The pairwise FST values based on the combined date of the COI and Cytb genes among populations ranged from -0.015 to 0.811 (Table 3). In 105 comparisons, 88 comparisons showed a significantly high genetic differentiation. The pairwise FST values among populations within the CC and CE regions were less than 0.159, while the pairwise FST values between the populations from CC and CE regions were above 0.409. In addition, the pairwise FST values were highly significant among the regions (FST > 0.25, P < 0.001, Table 4), and the gene flow among the regions was estimated extremely low (Nm < 1, Table 4), suggesting a limited gene flow among the regions. The results are greatly consistent with those obtained by the analysis of molecular variance (AMOVA) described in above sections.
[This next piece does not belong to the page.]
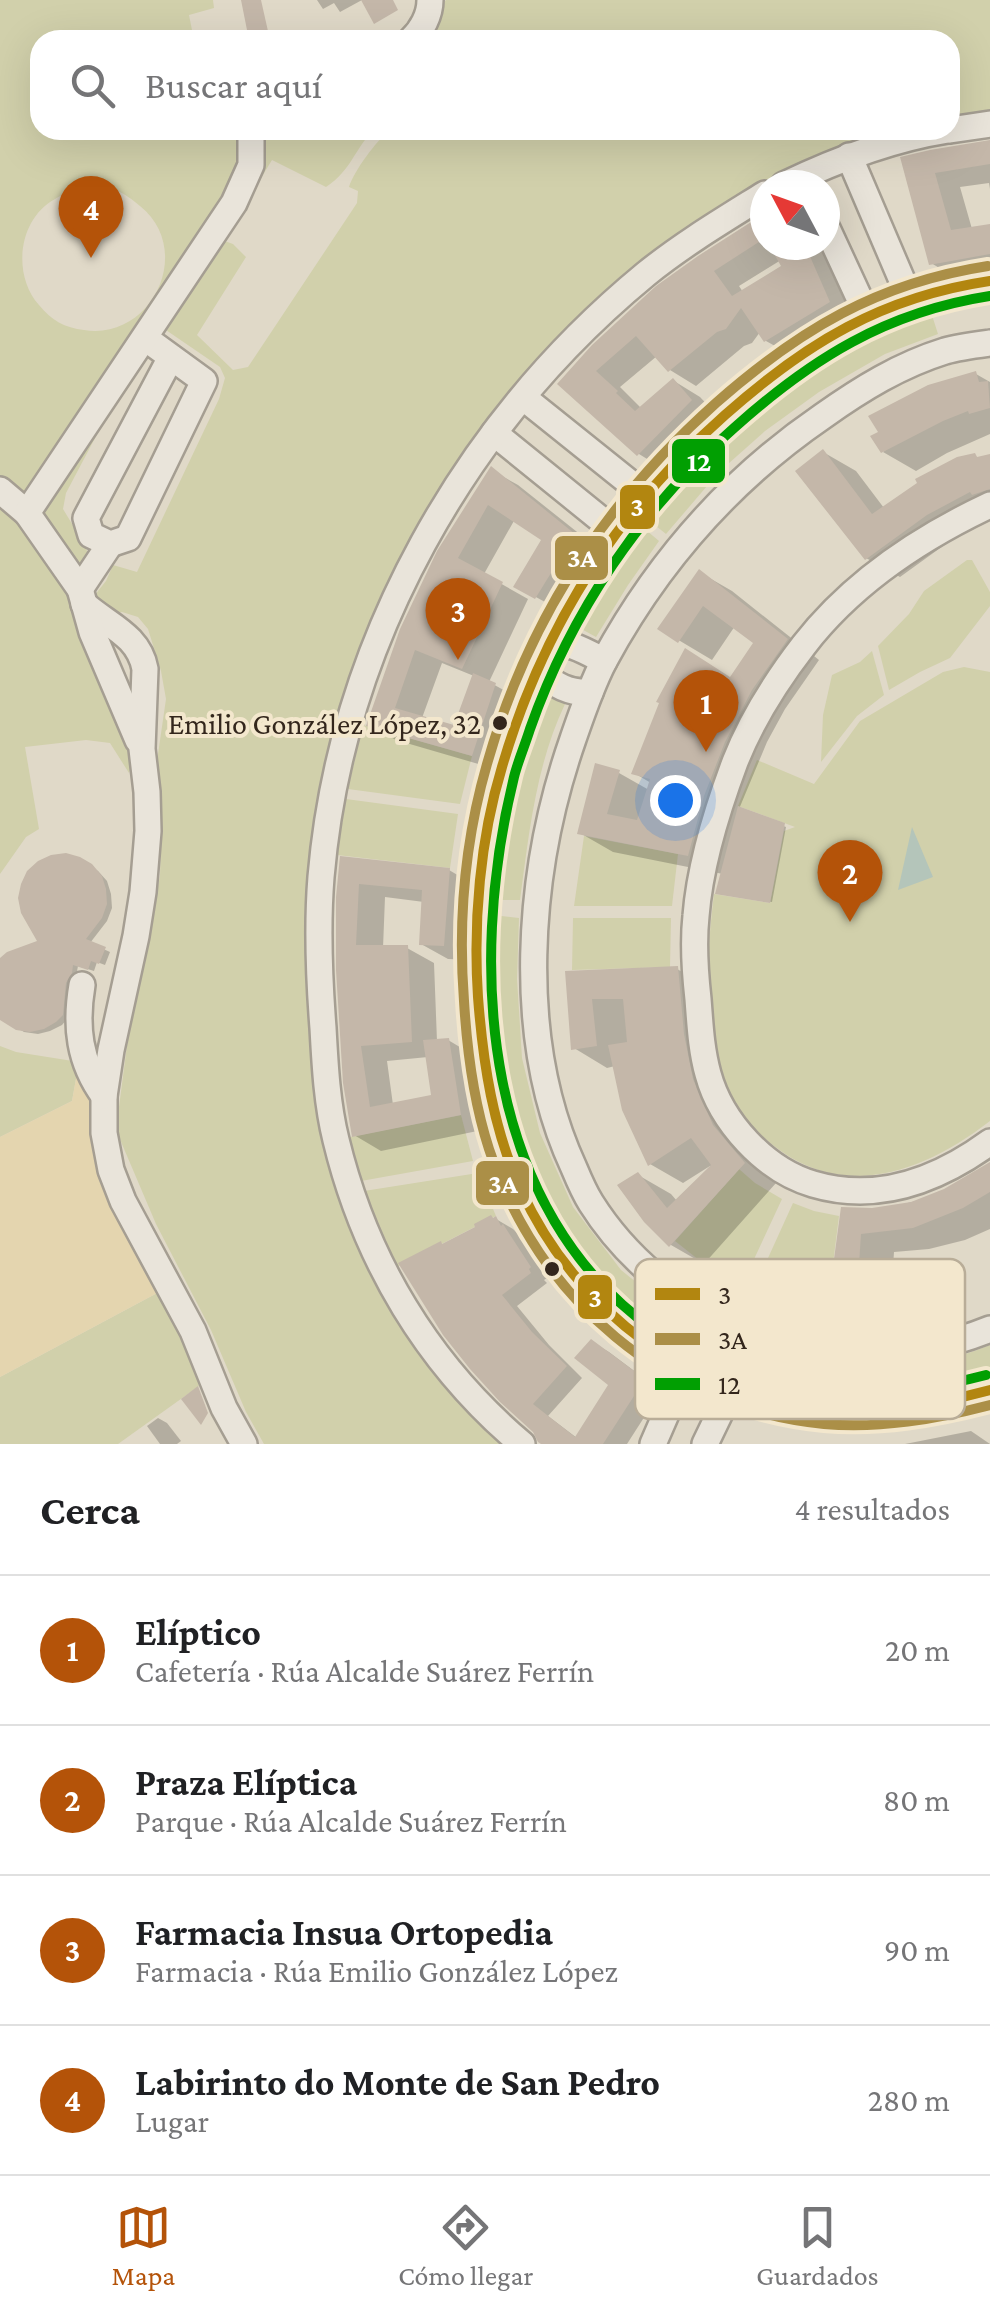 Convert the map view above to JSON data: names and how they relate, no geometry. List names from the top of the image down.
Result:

The Mantel test based on the combined data of the COI and Cytb genes revealed a significant correlation between the genetic distance (FST/(1-FST)) and the geographical distances among all populations (r = 0.500, P < 0.0001, Fig. 3).
Demographic analyses
The Tajima’s D values obtained with either single or combined data of the two genes in the NW region were negative, but not significant (P > 0.05, Table 1). The Tajima’s D and Fu’s Fs values in the CC and CE regions were negative and highly significant (P < 0.05, Table 1), whereas the CE region showed significant sum of squares deviation (SSD) values (P < 0.05, Fig. 4, S2). Thus, for the NW and CE regions, the sudden expansion hypothesis was rejected. However, the distributions of the pairwise differences obtained with single and combined gene data in the CC region were unimodal with non-significant SSD and Harpending’s raggedness index (Rag) values (Fig. 4, S2), suggesting an expansion event in the CC region. The tau values (τ), a rough estimate of the population expansion, were approximately 3.842 (COI data), 2.016 (Cytb data), and 1.595 (COI + Cytb data) mutation units for the CC region. For the NW and CE regions, τ was 1.344 and 0.766 in the data of the COI gene, 3.693 and 0.875 in the data of the Cytb gene, and 2.628 and 1.875 in the combined data of the COI and Cytb genes (Fig. 4, S2).